After the ATV Control Centre (ATV-CC) in Toulouse, France, had 'woken up' Jules Verne ATV, the manoeuvre started at 06:22 CEST (04:22 GMT) this morning and provided a 2.65 m/s thrust using two of the ATV's four main engines. Controllers at ATV-CC closely monitored ATV's subsystems throughout the long manoeuvre.
"The Station's altitude naturally decreases with atmospheric drag. Until now this has been compensated for by performing a re-boost using the Russian Progress, the Space Shuttle or by the ISS itself," explains Alberto Novelli, ESA’s Mission Director at ATV-CC. "Today, ATV has successfully demonstrated that it too is able to perform this vital function. Only Progress and ATV can provide this high level of re-boost. ATV is unique due to the quantity of fuel available for such manoeuvres."
The re-boost manoeuvre comes just three weeks after Jules Verne ATV successfully docked with ISS on 3 April 2008 delivering 1150 kg of dry cargo, including food, clothes and equipment, as well as additional supplies of water, oxygen and fuel. Since then, the European ISS resupply spacecraft has been in dormant mode attached to the docking port on the Russian Zvezda module.
Today's re-boost sets up the International Space Station for the arrival of Space Shuttle Discovery on the STS-124 mission to deliver the Japanese Kibo laboratory. STS-124 is currently targeted for launch on 31 May 2008. Further re-boost manoeuvres using ATV are scheduled for 12 June, 8 July and 6 August.
Jules Verne ATV is scheduled to remain docked to the International Space Station until early August. At the end of its mission, Jules Verne, loaded with up to 6.5 tonnes of material no longer required by the ISS, will undock and then burn up completely during a guided and controlled re-entry high over the Pacific Ocean.
About International Space Station
The International Space Station (ISS) is a research facility currently being assembled in space. The on-orbit assembly of ISS began in 1998. The space station is in a low Earth orbit and can be seen from Earth with the naked eye: it has an altitude of approximately 350 km (217 mi) above the surface of the Earth, and travels at an average speed of 27,700 km (17,210 statute miles) per hour, completing 15.77 orbits per day.
The ISS is a joint project among the space agencies of the United States (NASA), Russia (RKA), Japan (JAXA), Canada (CSA) and eleven European countries (ESA).
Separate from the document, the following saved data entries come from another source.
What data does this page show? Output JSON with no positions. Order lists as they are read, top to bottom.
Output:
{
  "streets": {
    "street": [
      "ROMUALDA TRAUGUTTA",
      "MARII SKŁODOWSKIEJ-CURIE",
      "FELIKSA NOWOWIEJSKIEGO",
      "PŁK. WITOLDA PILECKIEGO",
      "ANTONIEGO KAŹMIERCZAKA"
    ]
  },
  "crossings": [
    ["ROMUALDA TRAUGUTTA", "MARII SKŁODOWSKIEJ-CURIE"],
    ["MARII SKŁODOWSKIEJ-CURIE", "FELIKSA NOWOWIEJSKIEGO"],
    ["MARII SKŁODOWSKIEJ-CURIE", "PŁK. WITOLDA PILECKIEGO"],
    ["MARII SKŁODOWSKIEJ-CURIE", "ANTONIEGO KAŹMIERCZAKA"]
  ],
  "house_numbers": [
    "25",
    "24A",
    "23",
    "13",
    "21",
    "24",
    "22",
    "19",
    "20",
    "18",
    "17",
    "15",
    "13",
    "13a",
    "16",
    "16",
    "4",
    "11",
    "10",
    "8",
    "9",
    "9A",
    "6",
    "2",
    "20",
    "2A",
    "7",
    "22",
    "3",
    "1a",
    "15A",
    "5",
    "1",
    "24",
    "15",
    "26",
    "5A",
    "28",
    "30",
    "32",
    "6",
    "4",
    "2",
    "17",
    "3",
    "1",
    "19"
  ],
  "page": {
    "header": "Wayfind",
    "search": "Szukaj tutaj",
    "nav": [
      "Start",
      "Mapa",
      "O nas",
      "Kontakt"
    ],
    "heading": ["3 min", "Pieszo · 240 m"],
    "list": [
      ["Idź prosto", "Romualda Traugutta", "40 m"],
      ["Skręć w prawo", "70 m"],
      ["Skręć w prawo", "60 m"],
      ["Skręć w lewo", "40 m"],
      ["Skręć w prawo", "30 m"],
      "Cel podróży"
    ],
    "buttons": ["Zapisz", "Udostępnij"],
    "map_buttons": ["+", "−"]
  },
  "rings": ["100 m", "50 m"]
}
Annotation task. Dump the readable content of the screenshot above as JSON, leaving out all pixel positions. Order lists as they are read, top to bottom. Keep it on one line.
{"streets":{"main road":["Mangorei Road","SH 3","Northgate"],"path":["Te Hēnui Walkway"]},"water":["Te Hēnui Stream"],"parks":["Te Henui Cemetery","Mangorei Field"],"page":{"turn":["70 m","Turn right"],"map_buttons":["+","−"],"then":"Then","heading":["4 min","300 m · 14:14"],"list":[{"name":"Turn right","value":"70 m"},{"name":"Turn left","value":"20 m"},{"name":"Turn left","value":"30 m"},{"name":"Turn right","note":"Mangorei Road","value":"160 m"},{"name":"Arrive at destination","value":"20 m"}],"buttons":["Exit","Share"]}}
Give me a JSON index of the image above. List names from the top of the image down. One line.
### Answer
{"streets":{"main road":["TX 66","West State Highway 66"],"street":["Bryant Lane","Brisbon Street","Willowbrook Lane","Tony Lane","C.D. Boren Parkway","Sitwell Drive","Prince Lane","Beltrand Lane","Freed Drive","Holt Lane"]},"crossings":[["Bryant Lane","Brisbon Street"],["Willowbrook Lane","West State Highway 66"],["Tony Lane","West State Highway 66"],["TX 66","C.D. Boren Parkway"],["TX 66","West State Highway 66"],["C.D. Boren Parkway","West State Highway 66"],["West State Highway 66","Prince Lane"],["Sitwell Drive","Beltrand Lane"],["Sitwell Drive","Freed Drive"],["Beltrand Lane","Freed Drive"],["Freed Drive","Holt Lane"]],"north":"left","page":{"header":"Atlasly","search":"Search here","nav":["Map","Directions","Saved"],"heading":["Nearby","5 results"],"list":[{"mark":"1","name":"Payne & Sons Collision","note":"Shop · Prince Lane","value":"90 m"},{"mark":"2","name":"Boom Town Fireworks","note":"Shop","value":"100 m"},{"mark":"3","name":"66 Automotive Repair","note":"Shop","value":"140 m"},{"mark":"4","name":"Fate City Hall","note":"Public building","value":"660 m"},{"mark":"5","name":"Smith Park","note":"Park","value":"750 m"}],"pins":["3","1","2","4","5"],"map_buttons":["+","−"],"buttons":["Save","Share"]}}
The Brazilian Space Agency (AEB, Brazil) participates through a separate contract with NASA. The Italian Space Agency similarly has separate contracts for various activities not done in the framework of ESA's ISS works (where Italy also fully participates). China has reportedly expressed interest in the project, especially if it is able to work with the RKA, though the Chinese are currently not involved.
The ISS is a continuation of several other previously planned space stations: Russia's Mir 2, the U.S. Space Station Freedom for which the funding was cut back severely, the European Columbus and Kibo, and the Japanese Experiment Module. The projected completion date is 2010, with the station remaining in operation until around 2016. As of 2008, the ISS is already larger than any previous space station.
The ISS has been continuously inhabited since the first resident crew entered the station on November 2, 2000, thereby providing a permanent human presence in space. The crew of Expedition 17 are currently aboard. At present the station has a capacity for a crew of three. In order to fulfill an active research program it will be necessary to eventually hold 6 crew members. Early crew members all came from the Russian and U.S. space programs. German ESA astronaut Thomas Reiter joined the Expedition 13 crew in July 2006, becoming the first crew member from another space agency. The station has, however, been visited by astronauts from 16 countries. The ISS was also the destination of the first five space tourists.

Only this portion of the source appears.